> TASK DIRECTIONS: Each line below that holds the word "fabs" counts toward the answer; reply with the total number only.

> TASK MATERIAL:
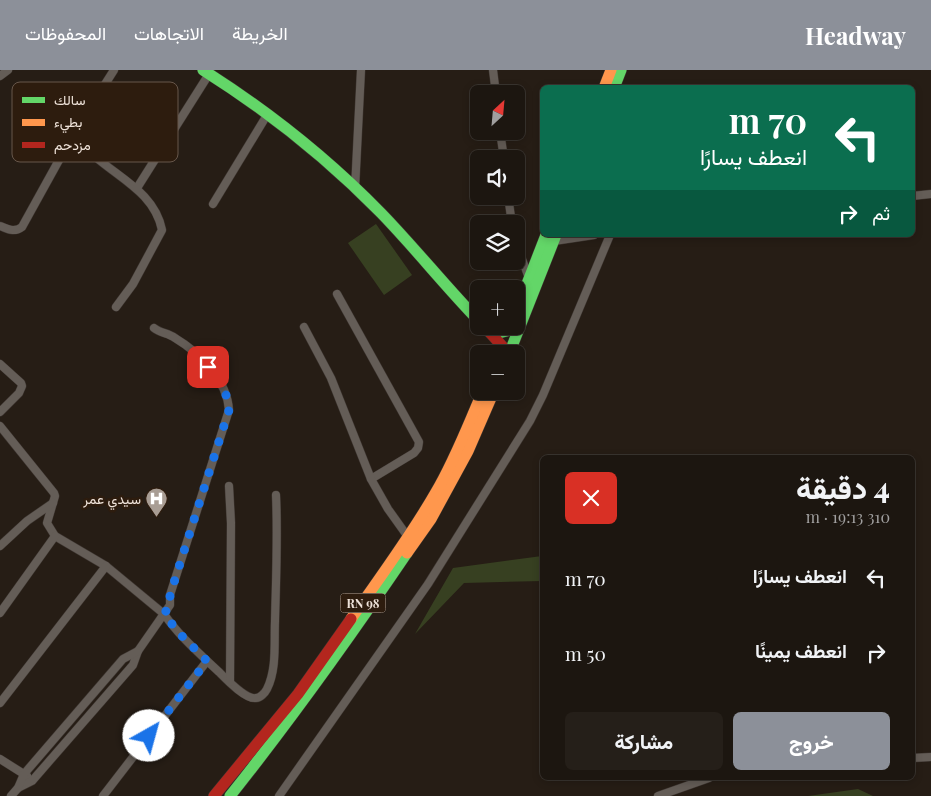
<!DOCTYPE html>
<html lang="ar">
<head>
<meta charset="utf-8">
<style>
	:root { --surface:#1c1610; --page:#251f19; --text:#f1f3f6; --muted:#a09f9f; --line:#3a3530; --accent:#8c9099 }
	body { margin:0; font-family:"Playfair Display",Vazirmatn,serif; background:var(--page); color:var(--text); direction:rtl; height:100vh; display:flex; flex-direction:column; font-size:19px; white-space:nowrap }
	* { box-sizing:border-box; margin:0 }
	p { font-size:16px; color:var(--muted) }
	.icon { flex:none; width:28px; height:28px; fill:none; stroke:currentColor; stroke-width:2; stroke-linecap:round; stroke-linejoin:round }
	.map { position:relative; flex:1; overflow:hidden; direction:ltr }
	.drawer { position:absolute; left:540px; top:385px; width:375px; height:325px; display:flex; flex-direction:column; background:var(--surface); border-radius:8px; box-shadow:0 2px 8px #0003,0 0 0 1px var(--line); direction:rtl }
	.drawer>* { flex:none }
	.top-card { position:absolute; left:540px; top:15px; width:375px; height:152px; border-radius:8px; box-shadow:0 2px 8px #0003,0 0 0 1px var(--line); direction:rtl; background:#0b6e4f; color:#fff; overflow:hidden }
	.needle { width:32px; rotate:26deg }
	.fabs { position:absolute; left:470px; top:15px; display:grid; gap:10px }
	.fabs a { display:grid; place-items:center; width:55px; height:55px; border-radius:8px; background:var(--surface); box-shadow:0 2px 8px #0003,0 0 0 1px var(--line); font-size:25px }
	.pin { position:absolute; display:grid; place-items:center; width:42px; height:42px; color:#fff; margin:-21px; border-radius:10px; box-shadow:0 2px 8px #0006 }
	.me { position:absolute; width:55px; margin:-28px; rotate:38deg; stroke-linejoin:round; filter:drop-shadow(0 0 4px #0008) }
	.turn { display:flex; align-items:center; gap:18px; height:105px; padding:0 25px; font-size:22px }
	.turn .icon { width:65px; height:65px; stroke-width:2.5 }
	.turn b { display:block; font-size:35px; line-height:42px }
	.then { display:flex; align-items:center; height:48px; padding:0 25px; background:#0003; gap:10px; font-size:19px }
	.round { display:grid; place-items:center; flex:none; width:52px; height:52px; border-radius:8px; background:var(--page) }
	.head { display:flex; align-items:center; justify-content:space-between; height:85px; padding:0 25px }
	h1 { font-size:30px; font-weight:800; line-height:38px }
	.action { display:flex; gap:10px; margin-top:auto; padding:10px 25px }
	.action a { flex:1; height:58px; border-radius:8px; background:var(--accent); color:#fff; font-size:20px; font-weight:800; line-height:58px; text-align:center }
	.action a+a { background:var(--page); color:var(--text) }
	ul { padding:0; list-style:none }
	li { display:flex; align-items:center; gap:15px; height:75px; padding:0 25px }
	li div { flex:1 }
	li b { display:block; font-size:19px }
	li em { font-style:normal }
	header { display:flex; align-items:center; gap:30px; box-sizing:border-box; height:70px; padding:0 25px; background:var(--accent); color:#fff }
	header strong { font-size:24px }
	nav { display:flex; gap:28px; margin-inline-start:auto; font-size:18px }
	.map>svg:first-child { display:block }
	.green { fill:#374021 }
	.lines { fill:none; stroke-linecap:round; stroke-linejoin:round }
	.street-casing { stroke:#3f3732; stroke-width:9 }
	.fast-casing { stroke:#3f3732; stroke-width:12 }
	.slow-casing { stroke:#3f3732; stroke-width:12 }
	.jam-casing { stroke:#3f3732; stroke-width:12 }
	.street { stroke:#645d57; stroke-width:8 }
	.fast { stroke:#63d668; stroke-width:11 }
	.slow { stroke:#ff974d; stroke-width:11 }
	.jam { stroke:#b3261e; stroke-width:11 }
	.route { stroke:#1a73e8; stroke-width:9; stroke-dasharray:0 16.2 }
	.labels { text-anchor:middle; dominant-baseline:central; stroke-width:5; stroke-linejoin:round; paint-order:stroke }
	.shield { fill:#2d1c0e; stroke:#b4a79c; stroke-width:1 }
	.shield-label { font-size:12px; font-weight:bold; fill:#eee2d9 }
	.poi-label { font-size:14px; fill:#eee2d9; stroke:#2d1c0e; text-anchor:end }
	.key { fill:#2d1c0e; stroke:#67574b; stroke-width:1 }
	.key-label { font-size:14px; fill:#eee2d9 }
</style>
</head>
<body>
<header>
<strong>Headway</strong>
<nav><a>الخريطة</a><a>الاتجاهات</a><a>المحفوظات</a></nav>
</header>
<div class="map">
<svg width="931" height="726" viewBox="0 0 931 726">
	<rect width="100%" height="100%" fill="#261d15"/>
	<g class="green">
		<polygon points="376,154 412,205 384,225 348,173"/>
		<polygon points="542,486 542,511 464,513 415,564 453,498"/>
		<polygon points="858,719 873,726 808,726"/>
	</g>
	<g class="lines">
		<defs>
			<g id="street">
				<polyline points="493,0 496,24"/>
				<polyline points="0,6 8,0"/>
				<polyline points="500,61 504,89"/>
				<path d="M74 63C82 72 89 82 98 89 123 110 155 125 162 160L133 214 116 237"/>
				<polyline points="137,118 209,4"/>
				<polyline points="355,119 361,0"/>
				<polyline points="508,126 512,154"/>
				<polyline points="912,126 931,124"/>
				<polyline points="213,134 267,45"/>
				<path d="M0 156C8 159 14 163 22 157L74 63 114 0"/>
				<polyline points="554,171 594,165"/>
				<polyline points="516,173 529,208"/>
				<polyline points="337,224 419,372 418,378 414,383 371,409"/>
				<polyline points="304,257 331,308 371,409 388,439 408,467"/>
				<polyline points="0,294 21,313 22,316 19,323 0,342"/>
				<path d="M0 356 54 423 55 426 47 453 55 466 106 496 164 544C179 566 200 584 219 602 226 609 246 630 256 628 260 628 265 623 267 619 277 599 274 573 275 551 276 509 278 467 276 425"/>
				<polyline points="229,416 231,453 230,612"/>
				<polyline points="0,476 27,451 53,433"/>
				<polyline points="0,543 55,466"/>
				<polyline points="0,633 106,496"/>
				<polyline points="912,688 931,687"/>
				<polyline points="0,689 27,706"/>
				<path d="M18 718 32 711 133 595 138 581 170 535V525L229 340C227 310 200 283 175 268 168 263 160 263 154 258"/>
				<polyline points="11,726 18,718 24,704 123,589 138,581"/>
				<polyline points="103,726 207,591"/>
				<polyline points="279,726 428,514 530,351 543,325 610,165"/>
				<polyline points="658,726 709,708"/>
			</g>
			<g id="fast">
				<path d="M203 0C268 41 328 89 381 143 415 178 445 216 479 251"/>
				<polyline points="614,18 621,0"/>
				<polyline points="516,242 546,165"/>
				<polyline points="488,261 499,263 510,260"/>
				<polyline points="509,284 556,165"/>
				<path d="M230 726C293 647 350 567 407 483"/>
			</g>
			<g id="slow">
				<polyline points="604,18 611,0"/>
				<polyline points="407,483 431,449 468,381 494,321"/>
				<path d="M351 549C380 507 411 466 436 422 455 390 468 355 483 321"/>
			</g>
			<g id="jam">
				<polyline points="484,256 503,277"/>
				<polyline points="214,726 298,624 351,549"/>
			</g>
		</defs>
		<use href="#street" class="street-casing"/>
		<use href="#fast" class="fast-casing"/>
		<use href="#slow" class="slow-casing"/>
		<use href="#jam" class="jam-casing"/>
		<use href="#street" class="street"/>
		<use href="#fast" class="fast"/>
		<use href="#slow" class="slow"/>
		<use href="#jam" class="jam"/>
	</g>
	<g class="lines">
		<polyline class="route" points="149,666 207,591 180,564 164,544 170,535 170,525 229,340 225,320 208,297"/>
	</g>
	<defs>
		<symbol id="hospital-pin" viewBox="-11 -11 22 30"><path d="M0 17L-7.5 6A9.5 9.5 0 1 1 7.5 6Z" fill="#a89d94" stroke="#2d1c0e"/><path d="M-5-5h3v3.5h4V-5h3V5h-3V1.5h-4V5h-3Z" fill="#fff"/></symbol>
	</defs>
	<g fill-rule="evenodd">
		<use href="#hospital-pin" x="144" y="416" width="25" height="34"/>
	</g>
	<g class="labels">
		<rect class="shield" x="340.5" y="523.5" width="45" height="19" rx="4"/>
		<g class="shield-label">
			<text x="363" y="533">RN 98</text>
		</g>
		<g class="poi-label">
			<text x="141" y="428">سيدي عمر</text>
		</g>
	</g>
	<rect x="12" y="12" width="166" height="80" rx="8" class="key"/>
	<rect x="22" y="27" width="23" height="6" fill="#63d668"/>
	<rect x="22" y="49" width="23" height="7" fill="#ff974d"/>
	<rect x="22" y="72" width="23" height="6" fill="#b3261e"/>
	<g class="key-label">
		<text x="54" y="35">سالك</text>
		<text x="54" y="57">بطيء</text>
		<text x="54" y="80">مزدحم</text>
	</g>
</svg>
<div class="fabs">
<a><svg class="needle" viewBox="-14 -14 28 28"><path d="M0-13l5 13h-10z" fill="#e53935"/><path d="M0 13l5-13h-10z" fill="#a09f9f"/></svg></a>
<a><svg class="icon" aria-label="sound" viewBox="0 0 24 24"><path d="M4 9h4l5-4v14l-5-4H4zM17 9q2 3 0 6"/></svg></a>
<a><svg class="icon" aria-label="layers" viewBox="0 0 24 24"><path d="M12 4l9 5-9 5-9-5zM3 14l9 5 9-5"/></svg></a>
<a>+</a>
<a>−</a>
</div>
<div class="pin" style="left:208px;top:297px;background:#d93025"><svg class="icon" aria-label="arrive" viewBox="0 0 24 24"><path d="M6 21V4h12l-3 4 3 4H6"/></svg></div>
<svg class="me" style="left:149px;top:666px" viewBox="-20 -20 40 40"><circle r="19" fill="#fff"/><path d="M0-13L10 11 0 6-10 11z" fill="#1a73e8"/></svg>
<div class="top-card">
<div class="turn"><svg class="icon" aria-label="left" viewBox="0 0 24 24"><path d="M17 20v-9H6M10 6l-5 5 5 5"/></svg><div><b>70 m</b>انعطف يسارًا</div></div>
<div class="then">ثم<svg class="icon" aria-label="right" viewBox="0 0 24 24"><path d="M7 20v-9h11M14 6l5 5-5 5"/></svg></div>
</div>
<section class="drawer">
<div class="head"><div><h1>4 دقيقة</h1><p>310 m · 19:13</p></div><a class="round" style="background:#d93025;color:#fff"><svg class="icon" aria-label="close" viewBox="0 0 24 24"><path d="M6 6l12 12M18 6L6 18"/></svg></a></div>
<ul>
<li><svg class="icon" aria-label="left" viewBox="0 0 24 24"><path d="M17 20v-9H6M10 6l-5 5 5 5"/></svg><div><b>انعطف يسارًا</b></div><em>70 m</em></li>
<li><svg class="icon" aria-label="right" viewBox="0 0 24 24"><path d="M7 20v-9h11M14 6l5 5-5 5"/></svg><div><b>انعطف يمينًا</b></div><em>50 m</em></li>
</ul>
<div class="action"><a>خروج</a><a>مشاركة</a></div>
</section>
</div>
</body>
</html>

> TASK ANSWER: 3